Tarifbeschäftigten droht 2022 reales Lohnminus von 3,6 Prozent

Wie aus einer Studie des gewerkschaftsnahen Wirtschafts- und Sozialwissenschaftlichen Instituts hervorgeht, werden die vereinbarten Tariferhöhungen von durchschnittlich 2,9 Prozent durch die hohen Inflationsraten zunichte gemacht.
Stempel mit der Aufschrift "Inflation" (Symbolbild) | Foto: picture alliance / CHROMORANGE | Michael Bihlmayer
Stempel mit der Aufschrift "Inflation" (Symbolbild) | Foto: picture alliance / CHROMORANGE | Michael Bihlmayer
carolin kassella mit reuters

Die bislang vereinbarten Tariferhöhungen gleichen den starken Inflationsanstieg in diesem Jahr wohl bei weitem nicht aus. Nach den bisher vorliegenden Abschlüssen dürften die Tariflöhne 2022 durchschnittlich um 2,9 Prozent wachsen, wie aus der Untersuchung vom Tarifarchiv des gewerkschaftsnahen Wirtschafts- und Sozialwissenschaftlichen Instituts (WSI) der Hans-Böckler-Stiftung hervorgeht.
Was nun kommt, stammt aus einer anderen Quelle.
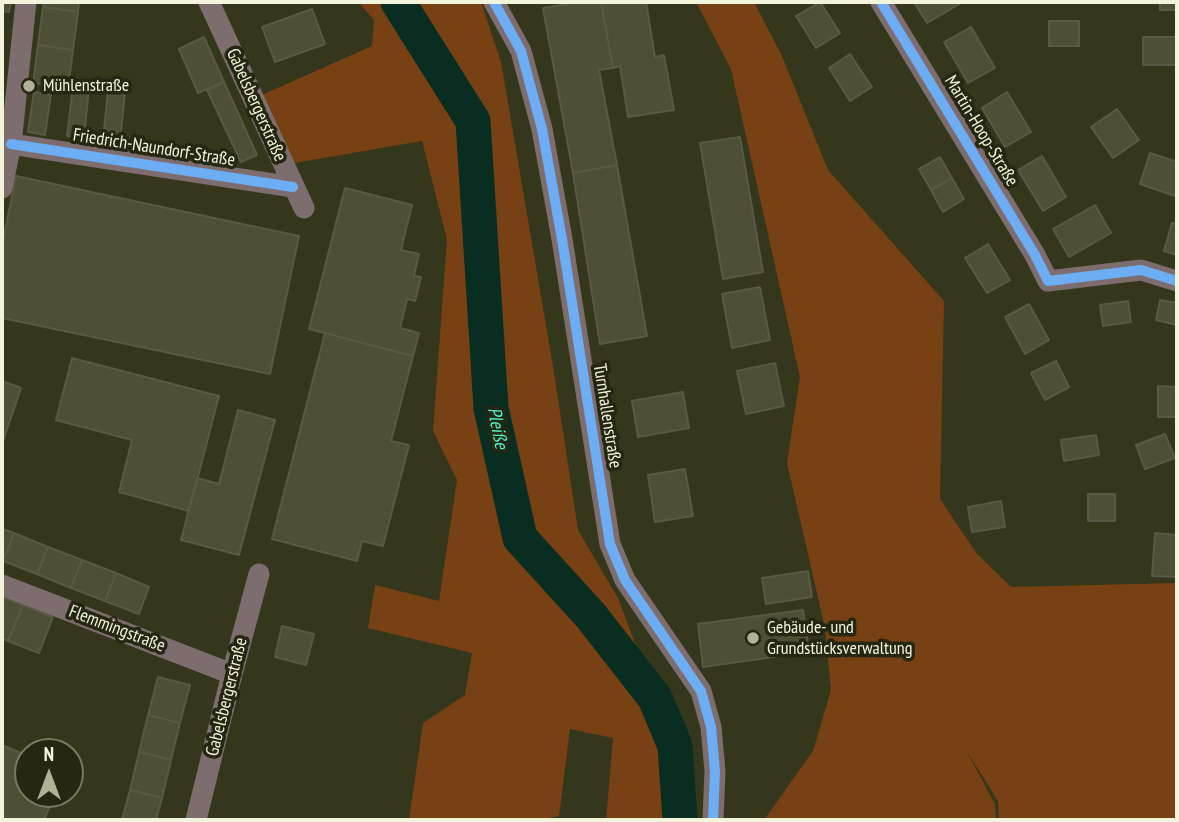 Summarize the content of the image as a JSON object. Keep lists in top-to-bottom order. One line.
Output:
{"streets":{"street":["Gabelsbergerstraße","Martin-Hoop-Straße","Friedrich-Naundorf-Straße","Turnhallenstraße","Flemmingstraße"]},"crossings":[["Gabelsbergerstraße","Friedrich-Naundorf-Straße"],["Gabelsbergerstraße","Flemmingstraße"]],"water":["Pleiße"],"places":["Mühlenstraße","Gebäude- und Grundstücksverwaltung"],"north":"top"} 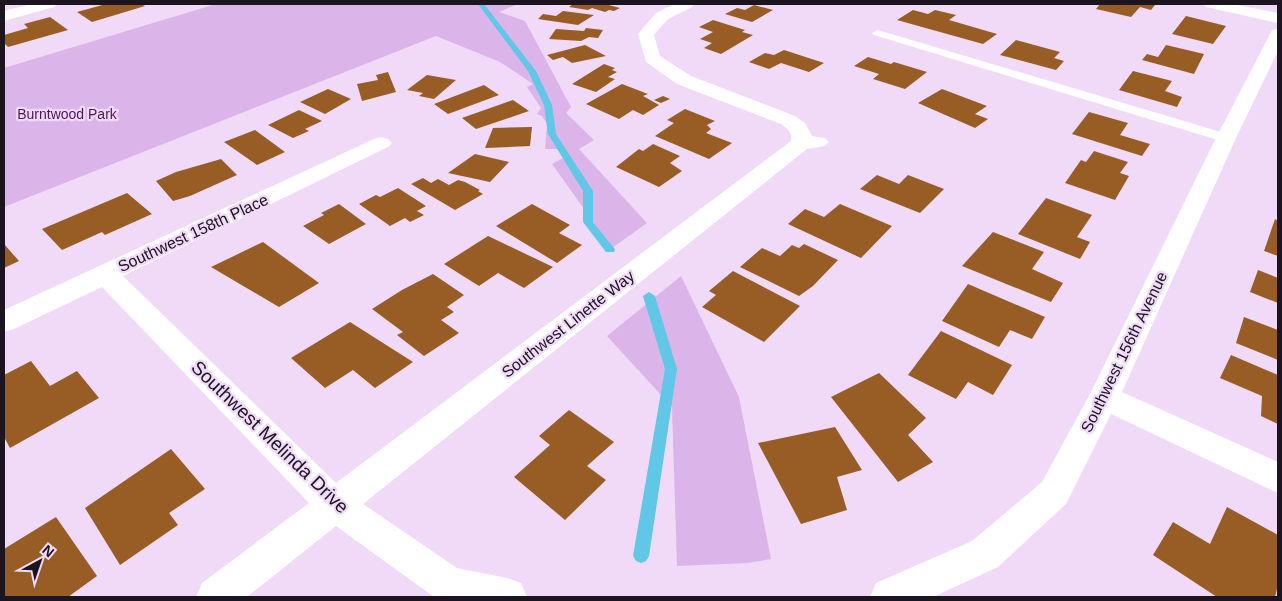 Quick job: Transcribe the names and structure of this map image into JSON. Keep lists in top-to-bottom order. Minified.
{"streets":{"street":["Southwest 158th Place","Southwest Linette Way","Southwest 156th Avenue","Southwest Melinda Drive"]},"crossings":[["Southwest 158th Place","Southwest Melinda Drive"],["Southwest Linette Way","Southwest Melinda Drive"]],"parks":["Burntwood Park"],"north":"top right"} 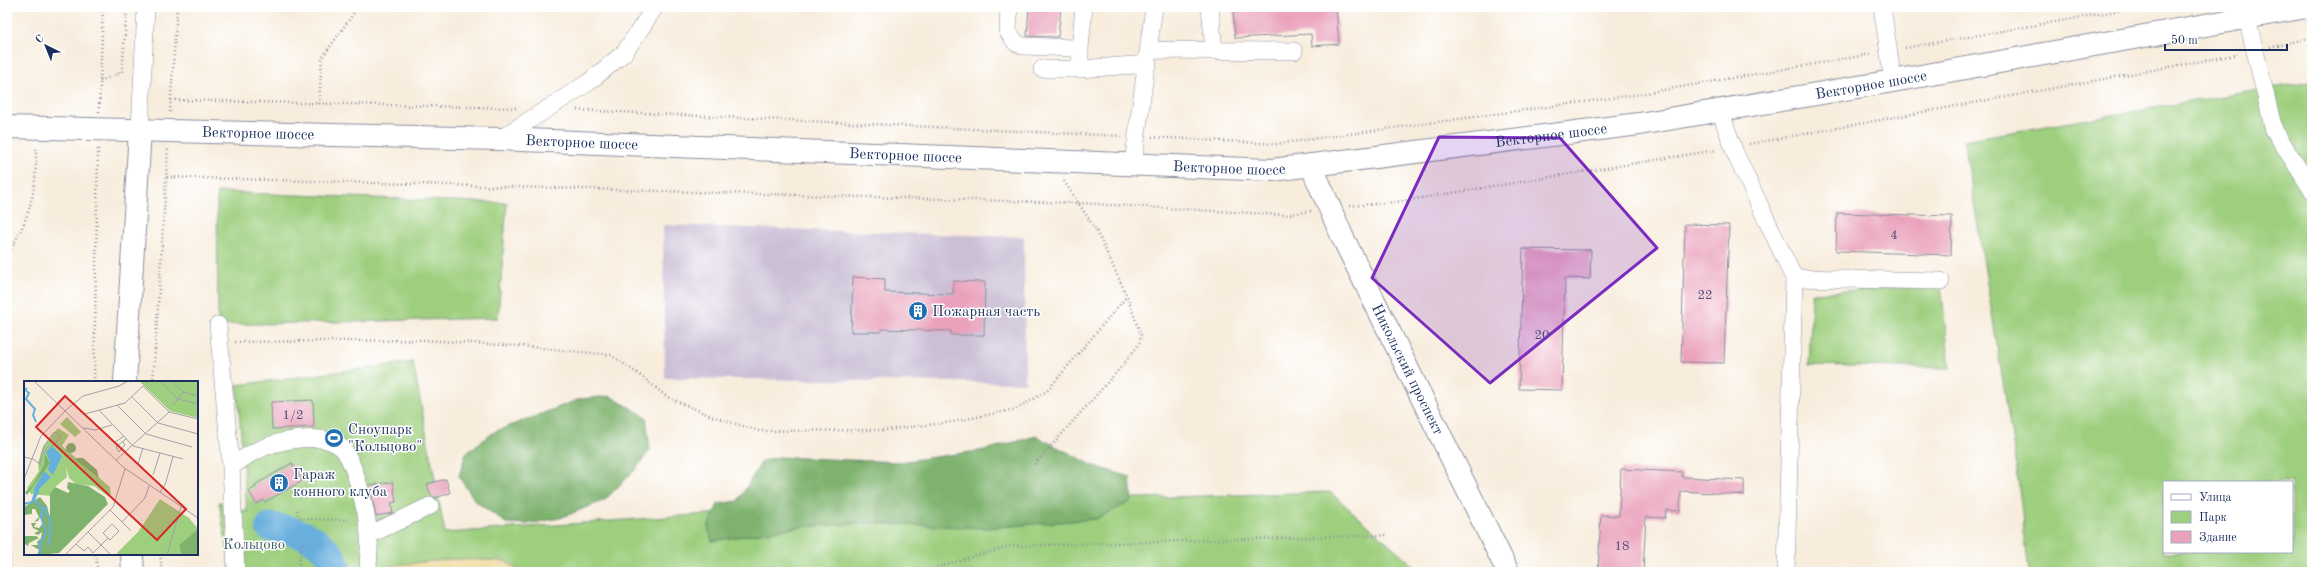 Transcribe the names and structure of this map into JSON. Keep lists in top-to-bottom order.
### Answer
{
  "streets": {
    "main road": ["Векторное шоссе", "Никольский проспект"]
  },
  "crossings": [
    ["Векторное шоссе", "Никольский проспект"]
  ],
  "parks": ["Кольцово"],
  "places": {
    "building": ["Пожарная часть", "Гараж конного клуба"],
    "sports": ["Сноупарк \"Кольцово\""]
  },
  "house_numbers": [
    "4",
    "22",
    "20",
    "1/2",
    "18"
  ],
  "legend": ["Улица", "Парк", "Здание"],
  "scale_bar": "50 m",
  "north": "top left"
} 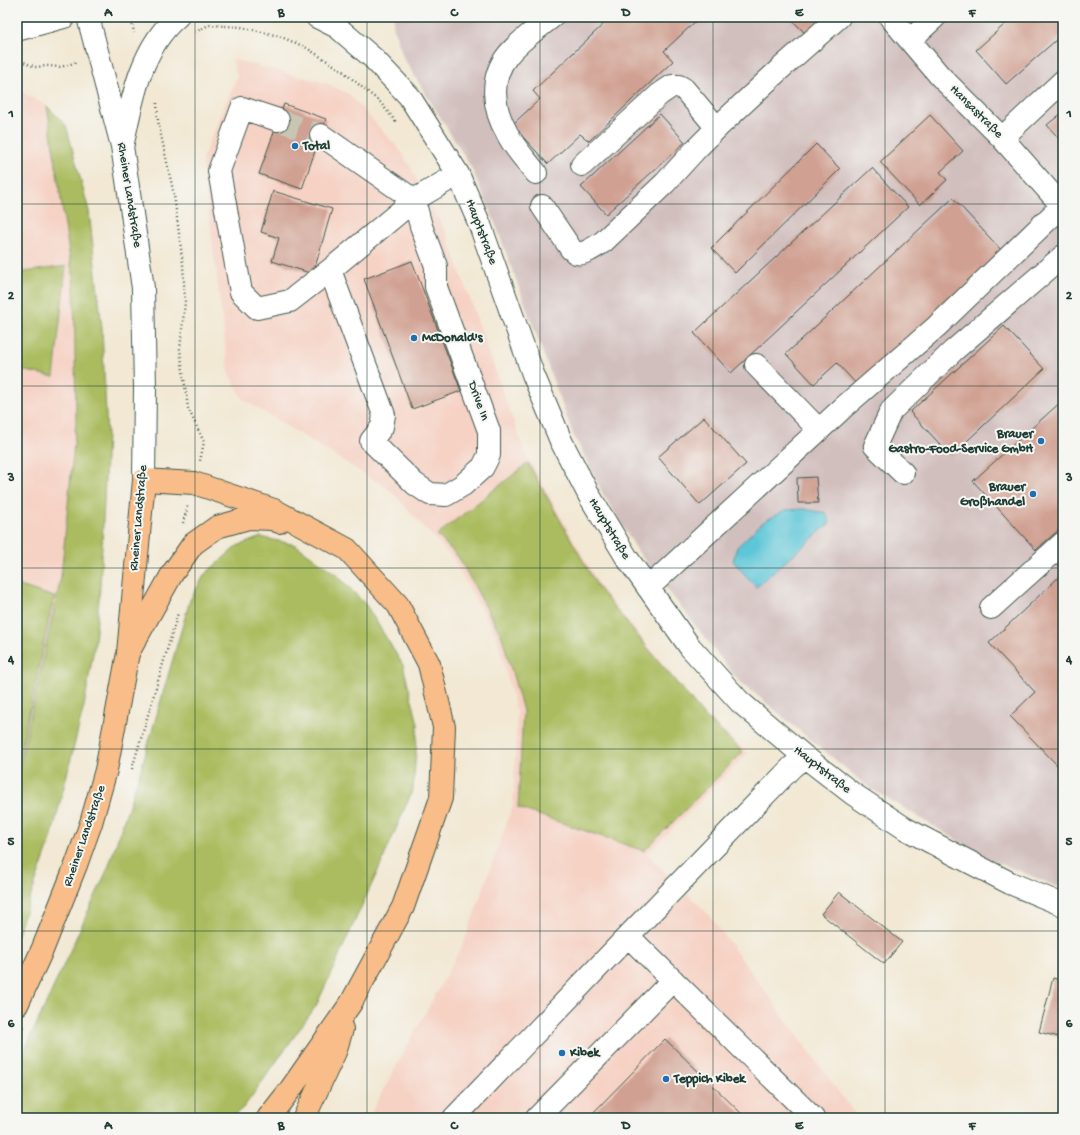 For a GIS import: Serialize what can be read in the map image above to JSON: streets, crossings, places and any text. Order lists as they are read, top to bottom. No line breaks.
{"streets":{"main road":["Rheiner Landstraße"],"street":["Hansastraße","Hauptstraße","Drive In"]},"places":["Total","McDonald's","Brauer Gastro-Food-Service GmbH","Brauer Großhandel","Kibek","Teppich Kibek"],"grid":{"columns":["A","B","C","D","E","F"],"rows":["1","2","3","4","5","6"]}}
Nach Abzug der erwarteten Inflationsrate sinken sie demnach real jedoch um 3,6 Prozent. ”Nachdem die Tariflöhne in den 2010er Jahren real relativ deutlich zugenommen haben, drohen 2022 für viele Beschäftigte im zweiten Jahr in Folge Reallohnverluste”, sagte der Leiter des WSI-Tarifarchivs, Thorsten Schulten. Die Studie berücksichtigt alle im ersten Halbjahr abgeschlossenen und die in den Vorjahren für 2022 bereits vereinbarten Tariferhöhungen.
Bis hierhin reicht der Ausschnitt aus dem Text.